Assigned task → Copy every record exactly, and keep the pictures out.

Source information →
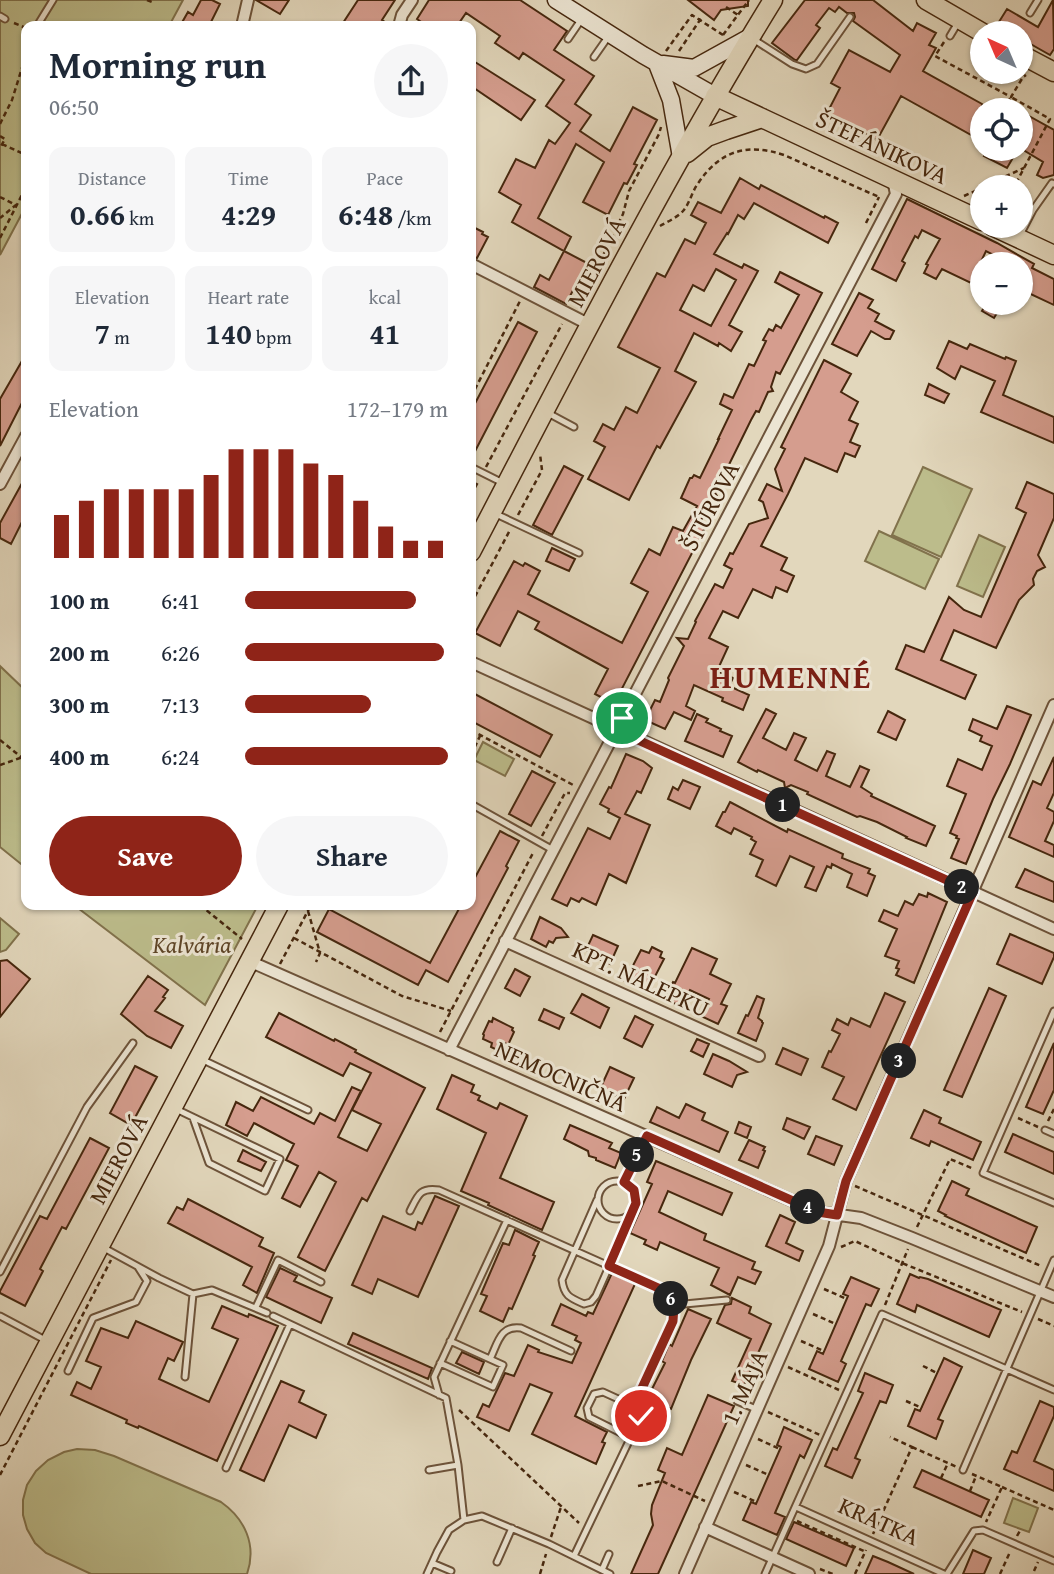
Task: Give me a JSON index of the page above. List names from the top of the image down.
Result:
{
  "streets": {
    "main road": ["ŠTEFÁNIKOVA", "MIEROVÁ"],
    "street": [
      "ŠTÚROVA",
      "KPT. NÁLEPKU",
      "NEMOCNIČNÁ",
      "1. MÁJA"
    ],
    "lane": ["KRÁTKA"]
  },
  "crossings": [
    ["ŠTEFÁNIKOVA", "MIEROVÁ"],
    ["ŠTEFÁNIKOVA", "ŠTÚROVA"],
    ["MIEROVÁ", "NEMOCNIČNÁ"],
    ["ŠTÚROVA", "KPT. NÁLEPKU"],
    ["ŠTÚROVA", "NEMOCNIČNÁ"],
    ["NEMOCNIČNÁ", "1. MÁJA"]
  ],
  "districts": ["HUMENNÉ"],
  "parks": ["Kalvária"],
  "north": "top left",
  "page": {
    "map_buttons": ["+", "−"],
    "heading": ["Morning run", "06:50"],
    "stats": [
      ["Distance", "0.66 km"],
      ["Time", "4:29"],
      ["Pace", "6:48 /km"],
      ["Elevation", "7 m"],
      ["Heart rate", "140 bpm"],
      ["kcal", "41"]
    ],
    "chart": ["Elevation", "172–179 m"],
    "list": [
      {
        "name": "100 m",
        "note": "6:41"
      },
      {
        "name": "200 m",
        "note": "6:26"
      },
      {
        "name": "300 m",
        "note": "7:13"
      },
      {
        "name": "400 m",
        "note": "6:24"
      }
    ],
    "pins": [
      "1",
      "2",
      "3",
      "5",
      "4",
      "6"
    ],
    "buttons": ["Save", "Share"]
  }
}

Solution to this exercise →
Task: Give me a JSON index of the page above. List names from the top of the image down.
Result:
{
  "streets": {
    "main road": ["ŠTEFÁNIKOVA", "MIEROVÁ"],
    "street": [
      "ŠTÚROVA",
      "KPT. NÁLEPKU",
      "NEMOCNIČNÁ",
      "1. MÁJA"
    ],
    "lane": ["KRÁTKA"]
  },
  "crossings": [
    ["ŠTEFÁNIKOVA", "MIEROVÁ"],
    ["ŠTEFÁNIKOVA", "ŠTÚROVA"],
    ["MIEROVÁ", "NEMOCNIČNÁ"],
    ["ŠTÚROVA", "KPT. NÁLEPKU"],
    ["ŠTÚROVA", "NEMOCNIČNÁ"],
    ["NEMOCNIČNÁ", "1. MÁJA"]
  ],
  "districts": ["HUMENNÉ"],
  "parks": ["Kalvária"],
  "north": "top left",
  "page": {
    "map_buttons": ["+", "−"],
    "heading": ["Morning run", "06:50"],
    "stats": [
      ["Distance", "0.66 km"],
      ["Time", "4:29"],
      ["Pace", "6:48 /km"],
      ["Elevation", "7 m"],
      ["Heart rate", "140 bpm"],
      ["kcal", "41"]
    ],
    "chart": ["Elevation", "172–179 m"],
    "list": [
      {
        "name": "100 m",
        "note": "6:41"
      },
      {
        "name": "200 m",
        "note": "6:26"
      },
      {
        "name": "300 m",
        "note": "7:13"
      },
      {
        "name": "400 m",
        "note": "6:24"
      }
    ],
    "pins": [
      "1",
      "2",
      "3",
      "5",
      "4",
      "6"
    ],
    "buttons": ["Save", "Share"]
  }
}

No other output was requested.